WHAT NEEDS TO BE DONE:
Search the records below for the string "content" and copy each line where it turns up.

-------

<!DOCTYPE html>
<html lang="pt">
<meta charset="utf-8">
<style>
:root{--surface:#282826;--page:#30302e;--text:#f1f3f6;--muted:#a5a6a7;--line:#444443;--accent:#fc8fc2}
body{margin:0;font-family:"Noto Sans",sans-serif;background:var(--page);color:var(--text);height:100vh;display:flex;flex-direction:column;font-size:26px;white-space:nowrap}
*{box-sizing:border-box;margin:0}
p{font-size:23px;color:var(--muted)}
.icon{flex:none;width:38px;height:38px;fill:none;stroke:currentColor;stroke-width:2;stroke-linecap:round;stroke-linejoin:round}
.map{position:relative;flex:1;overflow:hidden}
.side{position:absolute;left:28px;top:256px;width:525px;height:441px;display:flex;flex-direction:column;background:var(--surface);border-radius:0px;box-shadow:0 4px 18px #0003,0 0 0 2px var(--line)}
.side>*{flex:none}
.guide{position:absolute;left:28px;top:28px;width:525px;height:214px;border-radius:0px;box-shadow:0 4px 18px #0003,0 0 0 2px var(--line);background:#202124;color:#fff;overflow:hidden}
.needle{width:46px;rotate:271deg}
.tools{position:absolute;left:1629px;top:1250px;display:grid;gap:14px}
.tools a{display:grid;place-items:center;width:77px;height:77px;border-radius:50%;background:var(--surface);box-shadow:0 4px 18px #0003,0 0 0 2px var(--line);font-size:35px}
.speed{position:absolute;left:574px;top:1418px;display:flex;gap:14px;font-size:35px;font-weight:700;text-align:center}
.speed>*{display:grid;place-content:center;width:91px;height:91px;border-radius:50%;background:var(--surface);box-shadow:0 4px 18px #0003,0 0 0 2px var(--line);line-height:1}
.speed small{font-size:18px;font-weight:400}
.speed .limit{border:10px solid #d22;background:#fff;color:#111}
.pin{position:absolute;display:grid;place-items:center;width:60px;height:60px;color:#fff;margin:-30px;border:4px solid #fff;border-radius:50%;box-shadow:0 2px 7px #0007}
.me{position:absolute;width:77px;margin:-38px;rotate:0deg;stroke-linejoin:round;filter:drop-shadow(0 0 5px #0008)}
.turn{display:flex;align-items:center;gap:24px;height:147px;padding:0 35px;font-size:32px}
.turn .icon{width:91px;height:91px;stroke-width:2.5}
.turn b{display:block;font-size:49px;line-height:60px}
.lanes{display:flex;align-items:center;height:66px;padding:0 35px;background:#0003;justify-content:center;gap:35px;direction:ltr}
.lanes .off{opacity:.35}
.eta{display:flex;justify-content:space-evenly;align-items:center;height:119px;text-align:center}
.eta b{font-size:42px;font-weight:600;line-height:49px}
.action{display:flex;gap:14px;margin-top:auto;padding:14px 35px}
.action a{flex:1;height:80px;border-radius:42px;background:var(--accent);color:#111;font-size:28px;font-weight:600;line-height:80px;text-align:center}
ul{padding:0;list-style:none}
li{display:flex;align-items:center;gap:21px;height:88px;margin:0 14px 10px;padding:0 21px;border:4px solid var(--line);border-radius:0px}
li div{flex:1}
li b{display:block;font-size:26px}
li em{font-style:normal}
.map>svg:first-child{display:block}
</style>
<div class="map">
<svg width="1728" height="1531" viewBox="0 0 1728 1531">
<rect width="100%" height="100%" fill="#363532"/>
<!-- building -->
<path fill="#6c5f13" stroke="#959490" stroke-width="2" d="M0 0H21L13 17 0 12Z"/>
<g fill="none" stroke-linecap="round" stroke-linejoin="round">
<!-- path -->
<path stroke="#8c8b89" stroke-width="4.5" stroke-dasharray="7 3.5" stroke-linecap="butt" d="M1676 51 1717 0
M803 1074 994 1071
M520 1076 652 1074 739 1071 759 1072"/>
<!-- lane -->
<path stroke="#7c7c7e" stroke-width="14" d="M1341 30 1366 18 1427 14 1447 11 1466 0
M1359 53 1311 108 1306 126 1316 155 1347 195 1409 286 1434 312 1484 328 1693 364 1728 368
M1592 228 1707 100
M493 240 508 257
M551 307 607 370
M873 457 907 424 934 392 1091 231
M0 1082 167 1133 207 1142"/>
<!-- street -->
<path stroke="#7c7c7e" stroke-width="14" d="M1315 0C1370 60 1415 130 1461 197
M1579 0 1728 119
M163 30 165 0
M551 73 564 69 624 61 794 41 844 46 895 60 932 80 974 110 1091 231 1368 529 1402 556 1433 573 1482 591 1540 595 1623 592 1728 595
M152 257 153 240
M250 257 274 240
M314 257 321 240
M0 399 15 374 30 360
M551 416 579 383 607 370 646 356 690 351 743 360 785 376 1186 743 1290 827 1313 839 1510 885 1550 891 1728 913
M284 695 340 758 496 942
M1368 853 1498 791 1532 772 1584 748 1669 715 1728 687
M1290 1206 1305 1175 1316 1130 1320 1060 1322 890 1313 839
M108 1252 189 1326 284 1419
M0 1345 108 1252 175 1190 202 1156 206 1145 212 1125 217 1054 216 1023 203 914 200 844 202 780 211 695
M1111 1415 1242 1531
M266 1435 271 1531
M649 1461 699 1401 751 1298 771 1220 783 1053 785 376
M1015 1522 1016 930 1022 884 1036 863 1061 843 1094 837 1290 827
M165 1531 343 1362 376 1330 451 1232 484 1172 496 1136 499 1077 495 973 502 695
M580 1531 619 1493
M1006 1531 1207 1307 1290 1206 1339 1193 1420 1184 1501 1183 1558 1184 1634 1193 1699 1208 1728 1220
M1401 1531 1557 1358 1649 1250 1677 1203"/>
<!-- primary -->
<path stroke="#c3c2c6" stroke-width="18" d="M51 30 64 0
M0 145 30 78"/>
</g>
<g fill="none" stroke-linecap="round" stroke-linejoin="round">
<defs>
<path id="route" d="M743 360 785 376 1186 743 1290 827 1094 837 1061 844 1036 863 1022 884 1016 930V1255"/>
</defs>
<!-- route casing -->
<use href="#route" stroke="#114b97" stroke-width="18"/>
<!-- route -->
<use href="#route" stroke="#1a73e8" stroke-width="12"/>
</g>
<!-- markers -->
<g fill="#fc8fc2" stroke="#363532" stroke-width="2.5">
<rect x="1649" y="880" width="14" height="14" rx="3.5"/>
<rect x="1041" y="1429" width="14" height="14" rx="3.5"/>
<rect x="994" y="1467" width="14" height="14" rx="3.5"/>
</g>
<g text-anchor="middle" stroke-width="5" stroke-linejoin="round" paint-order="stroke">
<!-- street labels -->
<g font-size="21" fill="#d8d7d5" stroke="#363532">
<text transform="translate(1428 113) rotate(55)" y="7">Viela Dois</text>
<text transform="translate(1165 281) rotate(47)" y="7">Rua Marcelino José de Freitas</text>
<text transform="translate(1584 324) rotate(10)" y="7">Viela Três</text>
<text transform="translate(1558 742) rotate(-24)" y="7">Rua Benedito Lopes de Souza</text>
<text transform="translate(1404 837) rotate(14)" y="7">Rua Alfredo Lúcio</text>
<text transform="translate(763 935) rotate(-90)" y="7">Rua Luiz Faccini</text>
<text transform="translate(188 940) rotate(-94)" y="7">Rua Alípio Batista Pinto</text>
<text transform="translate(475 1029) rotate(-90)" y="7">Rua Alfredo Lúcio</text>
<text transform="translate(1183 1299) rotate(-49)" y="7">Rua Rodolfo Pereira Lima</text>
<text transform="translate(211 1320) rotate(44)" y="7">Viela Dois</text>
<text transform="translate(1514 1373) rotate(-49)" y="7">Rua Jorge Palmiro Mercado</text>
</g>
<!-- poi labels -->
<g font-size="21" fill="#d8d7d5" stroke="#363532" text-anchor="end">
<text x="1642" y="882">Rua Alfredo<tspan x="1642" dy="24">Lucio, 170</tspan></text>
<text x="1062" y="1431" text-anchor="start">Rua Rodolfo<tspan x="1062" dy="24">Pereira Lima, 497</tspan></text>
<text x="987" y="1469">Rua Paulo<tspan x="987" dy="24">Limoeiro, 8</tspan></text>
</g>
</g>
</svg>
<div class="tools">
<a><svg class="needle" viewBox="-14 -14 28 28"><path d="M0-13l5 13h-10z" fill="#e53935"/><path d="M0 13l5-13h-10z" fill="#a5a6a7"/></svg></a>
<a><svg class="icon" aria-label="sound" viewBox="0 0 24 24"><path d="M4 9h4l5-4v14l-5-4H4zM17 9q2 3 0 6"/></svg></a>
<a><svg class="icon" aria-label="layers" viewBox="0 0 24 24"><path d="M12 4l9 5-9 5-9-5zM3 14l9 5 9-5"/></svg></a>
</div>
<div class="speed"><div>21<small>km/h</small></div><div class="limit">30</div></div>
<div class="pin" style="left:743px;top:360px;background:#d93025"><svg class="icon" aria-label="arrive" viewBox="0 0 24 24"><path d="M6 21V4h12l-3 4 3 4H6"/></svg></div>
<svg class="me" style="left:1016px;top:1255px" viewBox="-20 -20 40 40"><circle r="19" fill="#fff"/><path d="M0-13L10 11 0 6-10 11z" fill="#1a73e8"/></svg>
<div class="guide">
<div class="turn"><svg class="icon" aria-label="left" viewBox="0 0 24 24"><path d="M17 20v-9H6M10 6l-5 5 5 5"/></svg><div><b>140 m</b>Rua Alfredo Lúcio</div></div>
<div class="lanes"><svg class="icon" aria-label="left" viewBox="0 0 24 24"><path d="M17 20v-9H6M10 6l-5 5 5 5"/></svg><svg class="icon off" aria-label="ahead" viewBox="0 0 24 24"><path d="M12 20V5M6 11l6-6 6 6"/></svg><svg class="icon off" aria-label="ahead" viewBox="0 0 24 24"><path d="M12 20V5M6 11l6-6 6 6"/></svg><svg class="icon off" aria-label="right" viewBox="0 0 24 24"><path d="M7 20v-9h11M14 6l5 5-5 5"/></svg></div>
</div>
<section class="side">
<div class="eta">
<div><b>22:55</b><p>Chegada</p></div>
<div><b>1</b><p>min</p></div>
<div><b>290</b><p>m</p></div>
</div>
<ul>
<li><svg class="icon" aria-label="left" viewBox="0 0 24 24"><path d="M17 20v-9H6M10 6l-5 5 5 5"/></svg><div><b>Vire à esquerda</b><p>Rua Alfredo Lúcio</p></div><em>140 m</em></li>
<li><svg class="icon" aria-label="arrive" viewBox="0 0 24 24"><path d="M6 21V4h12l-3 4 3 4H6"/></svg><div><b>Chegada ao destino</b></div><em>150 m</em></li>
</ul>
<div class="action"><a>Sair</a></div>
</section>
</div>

-------

RESULT FOR THIS TASK:
.speed>*{display:grid;place-content:center;width:91px;height:91px;border-radius:50%;background:var(--surface);box-shadow:0 4px 18px #0003,0 0 0 2px var(--line);line-height:1}
.lanes{display:flex;align-items:center;height:66px;padding:0 35px;background:#0003;justify-content:center;gap:35px;direction:ltr}
.eta{display:flex;justify-content:space-evenly;align-items:center;height:119px;text-align:center}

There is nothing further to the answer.